(Listed entries)
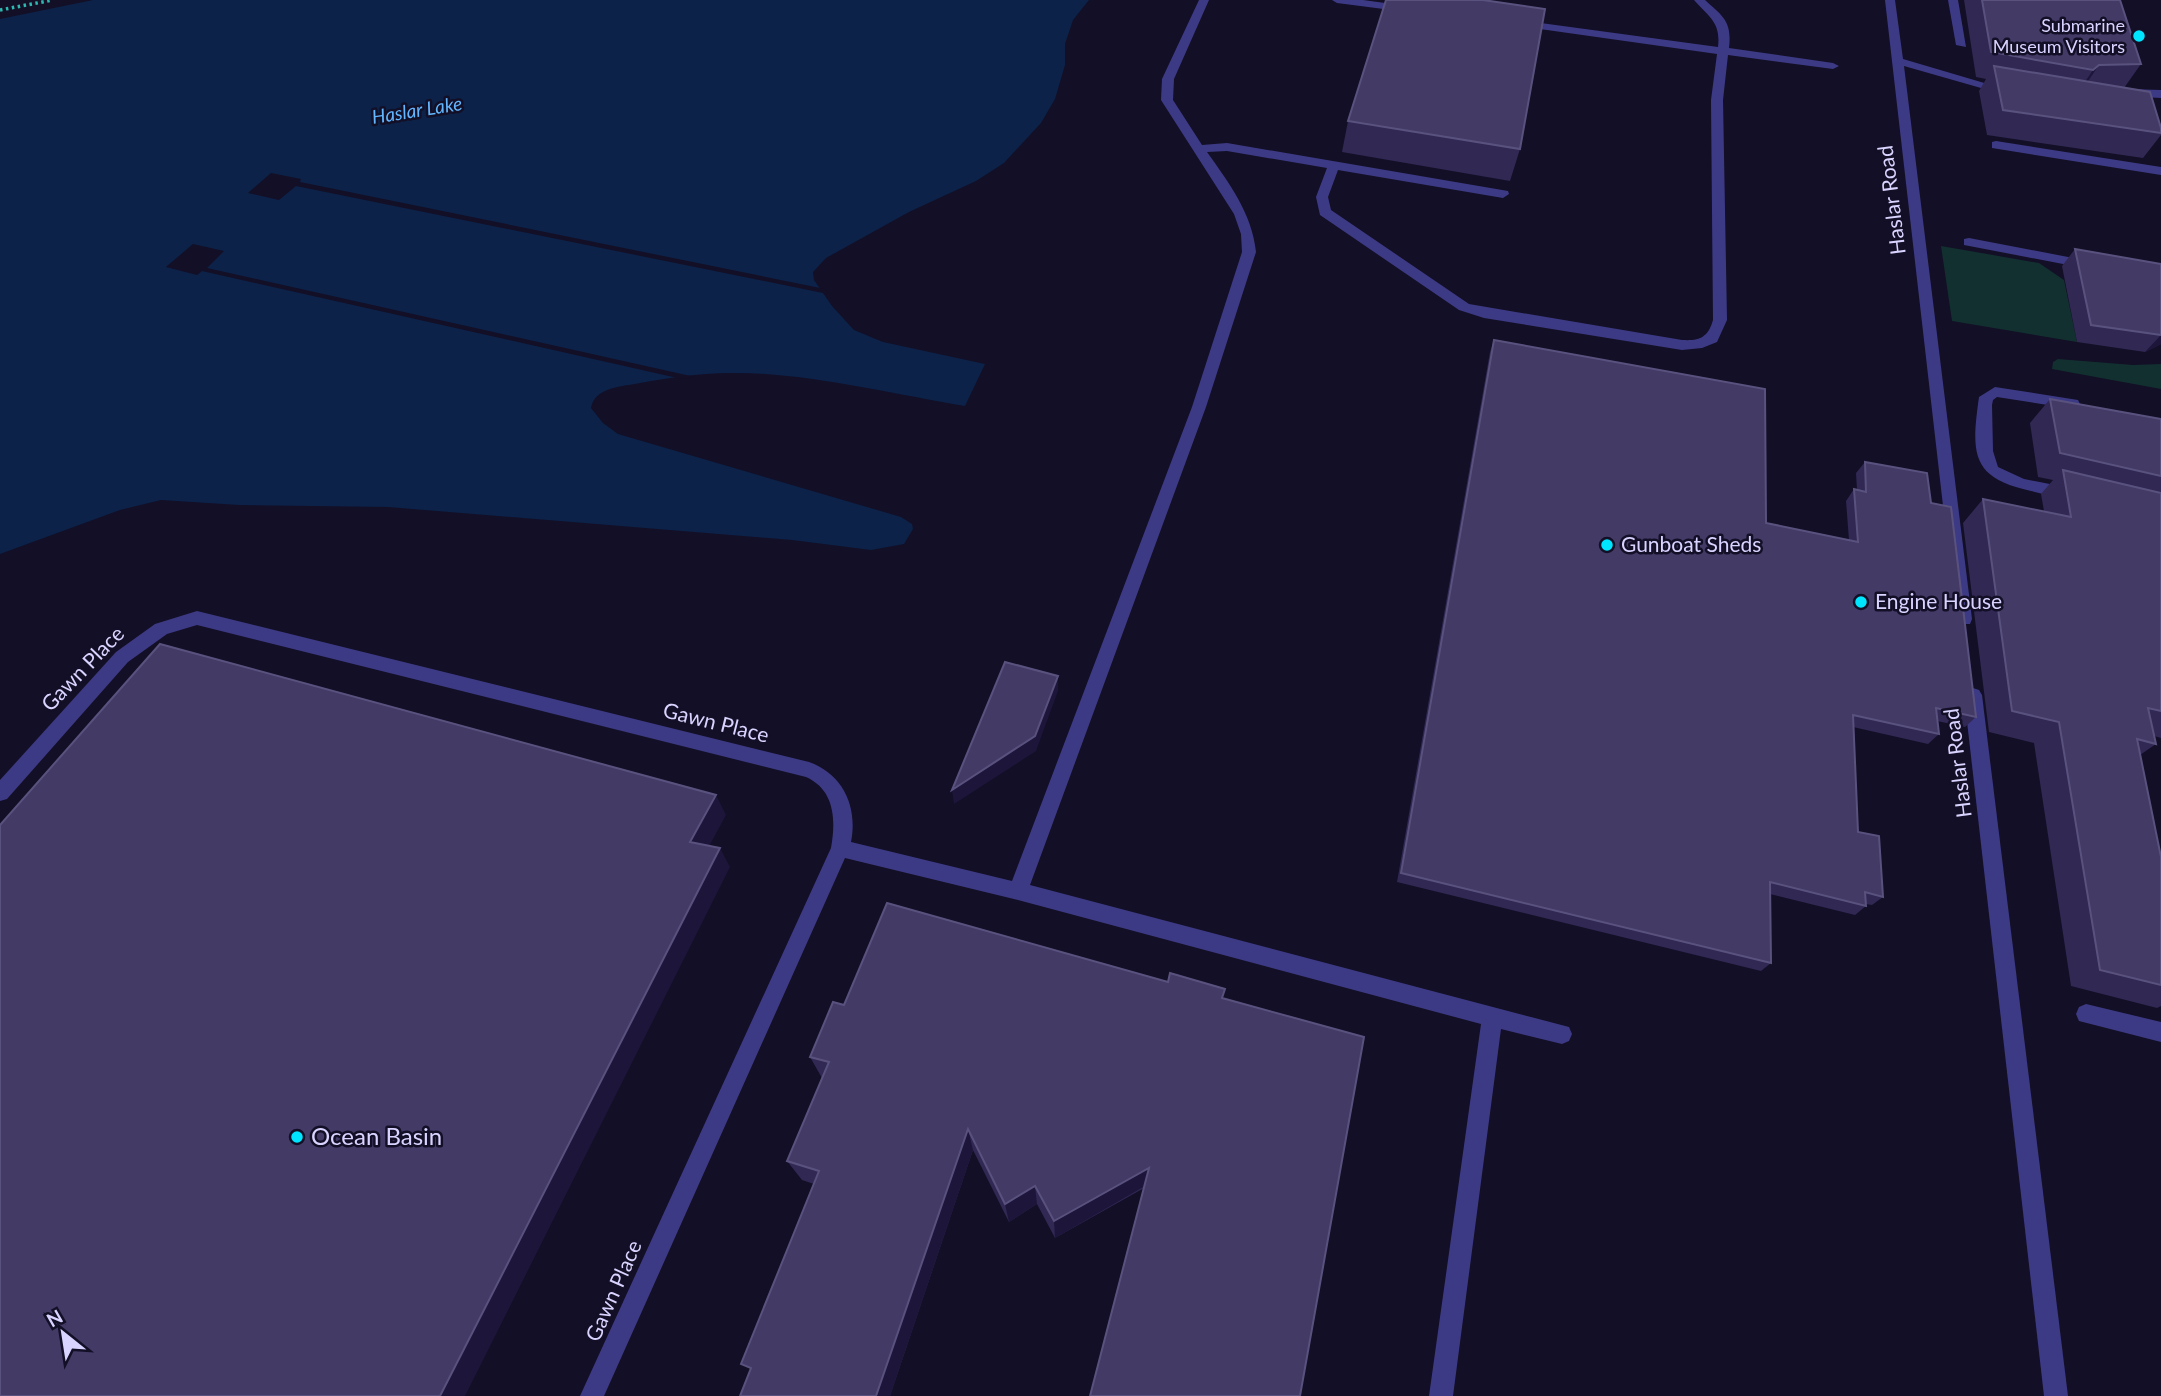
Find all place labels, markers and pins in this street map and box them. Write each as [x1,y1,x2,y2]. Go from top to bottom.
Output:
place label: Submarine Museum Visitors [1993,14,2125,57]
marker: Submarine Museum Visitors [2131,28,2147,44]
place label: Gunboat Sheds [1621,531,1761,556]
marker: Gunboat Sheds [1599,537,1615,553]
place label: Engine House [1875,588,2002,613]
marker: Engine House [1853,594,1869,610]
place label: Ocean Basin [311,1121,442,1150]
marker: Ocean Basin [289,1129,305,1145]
(End Listed entries)
### Problem to solve
Leaving the pictures aside, output each entry above exactly as written.

### Worked solution
Find all place labels, markers and pins in this street map and box them. Write each as [x1,y1,x2,y2]. Go from top to bottom.
Output:
place label: Submarine Museum Visitors [1993,14,2125,57]
marker: Submarine Museum Visitors [2131,28,2147,44]
place label: Gunboat Sheds [1621,531,1761,556]
marker: Gunboat Sheds [1599,537,1615,553]
place label: Engine House [1875,588,2002,613]
marker: Engine House [1853,594,1869,610]
place label: Ocean Basin [311,1121,442,1150]
marker: Ocean Basin [289,1129,305,1145]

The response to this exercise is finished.